#### Task details
Go through the material below and return each line with the string "завулак" in it.

#### Records provided
....

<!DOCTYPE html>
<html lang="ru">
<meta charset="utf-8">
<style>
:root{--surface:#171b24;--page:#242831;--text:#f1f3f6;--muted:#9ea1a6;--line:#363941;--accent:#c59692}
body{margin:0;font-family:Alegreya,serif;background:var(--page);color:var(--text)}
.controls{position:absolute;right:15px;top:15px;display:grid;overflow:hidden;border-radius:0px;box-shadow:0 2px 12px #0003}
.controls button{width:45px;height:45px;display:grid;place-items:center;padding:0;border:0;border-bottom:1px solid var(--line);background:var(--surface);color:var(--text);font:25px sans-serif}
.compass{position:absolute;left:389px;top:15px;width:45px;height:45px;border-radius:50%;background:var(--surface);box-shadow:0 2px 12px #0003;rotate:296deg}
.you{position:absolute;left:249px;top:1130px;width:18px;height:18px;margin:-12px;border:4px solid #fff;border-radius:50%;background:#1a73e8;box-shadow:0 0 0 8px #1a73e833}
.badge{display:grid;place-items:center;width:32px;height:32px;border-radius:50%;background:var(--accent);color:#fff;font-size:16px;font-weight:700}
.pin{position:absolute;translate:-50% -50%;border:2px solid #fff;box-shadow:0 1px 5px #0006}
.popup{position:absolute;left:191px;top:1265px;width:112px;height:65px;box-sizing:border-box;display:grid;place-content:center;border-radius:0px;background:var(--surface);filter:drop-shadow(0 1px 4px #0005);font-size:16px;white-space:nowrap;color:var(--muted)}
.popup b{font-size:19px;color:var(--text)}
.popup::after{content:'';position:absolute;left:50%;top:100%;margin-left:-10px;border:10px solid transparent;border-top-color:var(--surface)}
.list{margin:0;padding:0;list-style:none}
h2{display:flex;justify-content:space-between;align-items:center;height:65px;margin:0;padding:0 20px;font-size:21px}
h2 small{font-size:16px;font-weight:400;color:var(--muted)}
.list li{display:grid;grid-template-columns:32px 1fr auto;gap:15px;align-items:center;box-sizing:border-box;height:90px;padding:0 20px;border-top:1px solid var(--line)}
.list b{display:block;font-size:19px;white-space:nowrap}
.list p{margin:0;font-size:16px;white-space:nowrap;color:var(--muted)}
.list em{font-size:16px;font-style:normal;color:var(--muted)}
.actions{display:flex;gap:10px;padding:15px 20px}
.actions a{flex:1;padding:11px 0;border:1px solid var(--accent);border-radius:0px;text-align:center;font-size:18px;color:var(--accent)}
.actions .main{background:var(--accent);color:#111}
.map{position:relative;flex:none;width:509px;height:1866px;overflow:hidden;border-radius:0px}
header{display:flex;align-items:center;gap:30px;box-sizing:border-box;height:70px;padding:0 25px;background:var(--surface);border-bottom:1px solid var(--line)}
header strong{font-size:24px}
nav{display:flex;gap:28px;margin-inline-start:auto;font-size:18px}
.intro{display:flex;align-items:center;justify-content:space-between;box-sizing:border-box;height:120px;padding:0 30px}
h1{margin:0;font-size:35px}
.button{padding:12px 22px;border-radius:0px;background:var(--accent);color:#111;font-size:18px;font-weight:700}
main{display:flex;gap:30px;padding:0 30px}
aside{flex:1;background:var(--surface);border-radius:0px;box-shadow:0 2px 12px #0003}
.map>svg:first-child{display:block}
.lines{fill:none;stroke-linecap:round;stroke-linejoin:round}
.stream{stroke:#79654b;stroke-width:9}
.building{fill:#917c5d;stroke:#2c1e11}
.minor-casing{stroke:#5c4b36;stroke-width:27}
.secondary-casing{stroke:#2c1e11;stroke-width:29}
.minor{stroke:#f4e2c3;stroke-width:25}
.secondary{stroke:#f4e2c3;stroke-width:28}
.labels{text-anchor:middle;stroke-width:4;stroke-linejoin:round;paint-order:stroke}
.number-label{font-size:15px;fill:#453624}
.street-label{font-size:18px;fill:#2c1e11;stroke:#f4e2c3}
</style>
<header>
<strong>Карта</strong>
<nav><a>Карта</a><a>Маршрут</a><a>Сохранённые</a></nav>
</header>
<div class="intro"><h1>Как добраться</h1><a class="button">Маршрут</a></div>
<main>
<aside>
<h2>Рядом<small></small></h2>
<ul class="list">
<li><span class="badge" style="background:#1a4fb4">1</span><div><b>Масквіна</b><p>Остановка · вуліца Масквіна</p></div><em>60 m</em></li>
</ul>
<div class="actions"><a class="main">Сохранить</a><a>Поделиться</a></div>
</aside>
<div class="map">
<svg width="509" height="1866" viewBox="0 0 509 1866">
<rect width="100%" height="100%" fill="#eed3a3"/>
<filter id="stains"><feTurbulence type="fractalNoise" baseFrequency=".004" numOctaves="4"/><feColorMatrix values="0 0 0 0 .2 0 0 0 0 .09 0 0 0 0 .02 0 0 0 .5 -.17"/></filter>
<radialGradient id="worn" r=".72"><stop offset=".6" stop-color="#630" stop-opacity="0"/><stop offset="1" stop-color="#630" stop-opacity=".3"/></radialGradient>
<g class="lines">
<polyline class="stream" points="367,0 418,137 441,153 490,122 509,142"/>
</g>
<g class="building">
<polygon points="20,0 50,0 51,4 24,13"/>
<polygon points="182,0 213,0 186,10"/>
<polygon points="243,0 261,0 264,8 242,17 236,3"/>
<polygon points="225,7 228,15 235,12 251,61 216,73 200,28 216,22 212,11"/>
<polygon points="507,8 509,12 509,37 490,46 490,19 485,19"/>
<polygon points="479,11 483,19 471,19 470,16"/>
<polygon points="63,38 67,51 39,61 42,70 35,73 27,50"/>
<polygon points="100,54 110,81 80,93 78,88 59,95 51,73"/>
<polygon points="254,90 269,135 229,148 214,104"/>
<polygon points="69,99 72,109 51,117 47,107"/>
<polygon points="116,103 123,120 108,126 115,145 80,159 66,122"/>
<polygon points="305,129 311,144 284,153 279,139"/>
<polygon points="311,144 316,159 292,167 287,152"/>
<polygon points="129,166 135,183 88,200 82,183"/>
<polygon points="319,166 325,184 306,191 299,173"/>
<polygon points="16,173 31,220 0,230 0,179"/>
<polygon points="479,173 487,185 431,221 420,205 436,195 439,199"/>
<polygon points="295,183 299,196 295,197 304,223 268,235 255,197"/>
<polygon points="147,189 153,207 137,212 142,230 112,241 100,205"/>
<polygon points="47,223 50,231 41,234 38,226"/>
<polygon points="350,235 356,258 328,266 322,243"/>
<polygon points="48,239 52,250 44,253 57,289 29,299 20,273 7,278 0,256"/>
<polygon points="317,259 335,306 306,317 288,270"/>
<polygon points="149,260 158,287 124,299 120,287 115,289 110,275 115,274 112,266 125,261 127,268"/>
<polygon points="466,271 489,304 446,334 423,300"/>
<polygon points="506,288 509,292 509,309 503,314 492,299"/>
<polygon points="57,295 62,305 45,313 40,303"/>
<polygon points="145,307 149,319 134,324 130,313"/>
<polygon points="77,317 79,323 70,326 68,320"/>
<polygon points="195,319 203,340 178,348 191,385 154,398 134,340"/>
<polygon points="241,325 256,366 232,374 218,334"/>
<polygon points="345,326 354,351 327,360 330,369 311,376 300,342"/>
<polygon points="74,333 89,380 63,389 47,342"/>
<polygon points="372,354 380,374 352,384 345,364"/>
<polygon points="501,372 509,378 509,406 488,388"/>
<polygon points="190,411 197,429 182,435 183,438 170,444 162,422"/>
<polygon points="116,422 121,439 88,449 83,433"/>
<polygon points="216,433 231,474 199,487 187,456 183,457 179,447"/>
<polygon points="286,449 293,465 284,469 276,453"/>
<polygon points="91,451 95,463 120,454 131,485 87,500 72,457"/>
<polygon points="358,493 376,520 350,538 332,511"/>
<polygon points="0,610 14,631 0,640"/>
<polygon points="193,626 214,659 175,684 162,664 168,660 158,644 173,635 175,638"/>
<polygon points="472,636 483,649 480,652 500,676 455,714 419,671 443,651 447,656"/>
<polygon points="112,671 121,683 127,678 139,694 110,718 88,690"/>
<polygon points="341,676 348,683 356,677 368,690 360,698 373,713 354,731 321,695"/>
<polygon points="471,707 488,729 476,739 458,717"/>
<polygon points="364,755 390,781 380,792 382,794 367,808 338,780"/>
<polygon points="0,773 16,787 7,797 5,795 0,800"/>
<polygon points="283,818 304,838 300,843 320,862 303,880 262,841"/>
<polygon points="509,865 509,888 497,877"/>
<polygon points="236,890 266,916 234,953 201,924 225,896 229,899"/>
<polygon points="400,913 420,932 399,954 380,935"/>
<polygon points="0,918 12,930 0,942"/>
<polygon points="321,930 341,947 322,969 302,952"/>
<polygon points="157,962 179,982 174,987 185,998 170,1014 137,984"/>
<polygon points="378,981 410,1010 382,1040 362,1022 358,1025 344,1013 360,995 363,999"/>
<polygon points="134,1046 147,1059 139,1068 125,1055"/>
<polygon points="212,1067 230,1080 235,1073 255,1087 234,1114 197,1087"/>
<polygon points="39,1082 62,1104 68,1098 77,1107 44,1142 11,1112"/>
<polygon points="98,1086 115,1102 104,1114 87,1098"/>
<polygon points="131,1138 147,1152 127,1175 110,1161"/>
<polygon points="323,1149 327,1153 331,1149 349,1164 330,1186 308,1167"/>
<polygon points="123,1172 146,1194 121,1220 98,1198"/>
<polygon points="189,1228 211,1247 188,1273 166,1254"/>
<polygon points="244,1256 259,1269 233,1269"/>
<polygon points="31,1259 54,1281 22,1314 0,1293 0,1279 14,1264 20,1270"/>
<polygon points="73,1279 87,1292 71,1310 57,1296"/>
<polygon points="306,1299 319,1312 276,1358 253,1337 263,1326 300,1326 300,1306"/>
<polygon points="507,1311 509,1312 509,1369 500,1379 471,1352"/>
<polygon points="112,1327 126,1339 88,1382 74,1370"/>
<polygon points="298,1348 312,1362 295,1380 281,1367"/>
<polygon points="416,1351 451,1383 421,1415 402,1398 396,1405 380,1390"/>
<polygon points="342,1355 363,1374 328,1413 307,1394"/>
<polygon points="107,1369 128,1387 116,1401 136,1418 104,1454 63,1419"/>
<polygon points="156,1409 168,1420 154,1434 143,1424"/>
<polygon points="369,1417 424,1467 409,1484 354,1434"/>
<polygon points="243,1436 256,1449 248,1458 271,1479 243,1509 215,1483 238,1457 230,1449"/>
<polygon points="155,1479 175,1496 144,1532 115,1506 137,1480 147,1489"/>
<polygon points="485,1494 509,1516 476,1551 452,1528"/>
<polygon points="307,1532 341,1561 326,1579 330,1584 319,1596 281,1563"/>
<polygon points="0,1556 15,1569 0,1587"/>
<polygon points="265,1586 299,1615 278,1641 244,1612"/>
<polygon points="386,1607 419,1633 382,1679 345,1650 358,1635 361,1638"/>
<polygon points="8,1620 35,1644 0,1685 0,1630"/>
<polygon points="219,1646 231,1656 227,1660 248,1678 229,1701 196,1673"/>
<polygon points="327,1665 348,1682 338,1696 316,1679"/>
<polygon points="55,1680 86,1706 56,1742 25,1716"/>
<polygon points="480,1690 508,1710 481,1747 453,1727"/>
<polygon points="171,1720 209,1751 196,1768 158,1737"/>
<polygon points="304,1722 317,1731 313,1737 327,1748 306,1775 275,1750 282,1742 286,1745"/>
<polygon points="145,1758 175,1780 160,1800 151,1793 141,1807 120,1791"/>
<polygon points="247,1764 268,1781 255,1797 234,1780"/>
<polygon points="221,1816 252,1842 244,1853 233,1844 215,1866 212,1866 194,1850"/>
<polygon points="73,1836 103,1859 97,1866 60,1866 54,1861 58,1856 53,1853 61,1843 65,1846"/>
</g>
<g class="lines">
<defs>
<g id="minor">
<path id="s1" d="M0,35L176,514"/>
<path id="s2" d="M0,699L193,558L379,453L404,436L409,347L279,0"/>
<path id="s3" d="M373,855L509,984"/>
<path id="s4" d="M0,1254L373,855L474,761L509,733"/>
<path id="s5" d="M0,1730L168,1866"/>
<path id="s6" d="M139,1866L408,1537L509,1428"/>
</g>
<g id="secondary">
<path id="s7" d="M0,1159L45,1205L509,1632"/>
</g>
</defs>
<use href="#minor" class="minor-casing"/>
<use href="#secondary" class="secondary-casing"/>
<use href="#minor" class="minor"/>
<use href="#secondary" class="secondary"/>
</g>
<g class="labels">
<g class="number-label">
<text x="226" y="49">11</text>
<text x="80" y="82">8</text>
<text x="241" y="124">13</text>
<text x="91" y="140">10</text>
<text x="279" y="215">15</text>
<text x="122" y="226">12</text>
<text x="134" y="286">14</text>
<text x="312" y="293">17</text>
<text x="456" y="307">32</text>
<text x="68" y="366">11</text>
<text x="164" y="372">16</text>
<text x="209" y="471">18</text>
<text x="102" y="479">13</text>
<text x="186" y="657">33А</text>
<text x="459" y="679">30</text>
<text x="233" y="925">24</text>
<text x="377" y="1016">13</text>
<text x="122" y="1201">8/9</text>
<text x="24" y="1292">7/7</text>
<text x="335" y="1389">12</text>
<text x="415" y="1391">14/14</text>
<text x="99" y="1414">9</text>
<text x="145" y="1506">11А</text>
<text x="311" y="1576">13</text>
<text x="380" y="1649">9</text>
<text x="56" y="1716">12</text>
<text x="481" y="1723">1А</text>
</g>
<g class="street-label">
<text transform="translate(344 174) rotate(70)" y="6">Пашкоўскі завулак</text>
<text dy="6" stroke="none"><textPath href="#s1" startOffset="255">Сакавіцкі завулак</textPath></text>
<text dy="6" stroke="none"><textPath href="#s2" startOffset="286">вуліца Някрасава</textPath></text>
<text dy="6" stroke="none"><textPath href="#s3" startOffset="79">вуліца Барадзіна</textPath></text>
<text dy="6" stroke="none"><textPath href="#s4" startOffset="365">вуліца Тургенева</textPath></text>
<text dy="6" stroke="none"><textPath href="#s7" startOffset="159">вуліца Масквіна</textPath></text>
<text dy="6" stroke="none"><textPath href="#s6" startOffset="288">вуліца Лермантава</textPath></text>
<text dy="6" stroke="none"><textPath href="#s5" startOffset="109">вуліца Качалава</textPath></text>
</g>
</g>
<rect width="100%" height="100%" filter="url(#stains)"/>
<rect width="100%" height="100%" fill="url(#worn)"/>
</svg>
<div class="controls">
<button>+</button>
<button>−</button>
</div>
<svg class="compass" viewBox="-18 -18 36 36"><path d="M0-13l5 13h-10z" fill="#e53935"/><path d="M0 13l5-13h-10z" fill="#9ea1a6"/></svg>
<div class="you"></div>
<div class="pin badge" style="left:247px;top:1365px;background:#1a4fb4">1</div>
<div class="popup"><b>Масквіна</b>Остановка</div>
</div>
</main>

....

#### Completed task
<text transform="translate(344 174) rotate(70)" y="6">Пашкоўскі завулак</text>
<text dy="6" stroke="none"><textPath href="#s1" startOffset="255">Сакавіцкі завулак</textPath></text>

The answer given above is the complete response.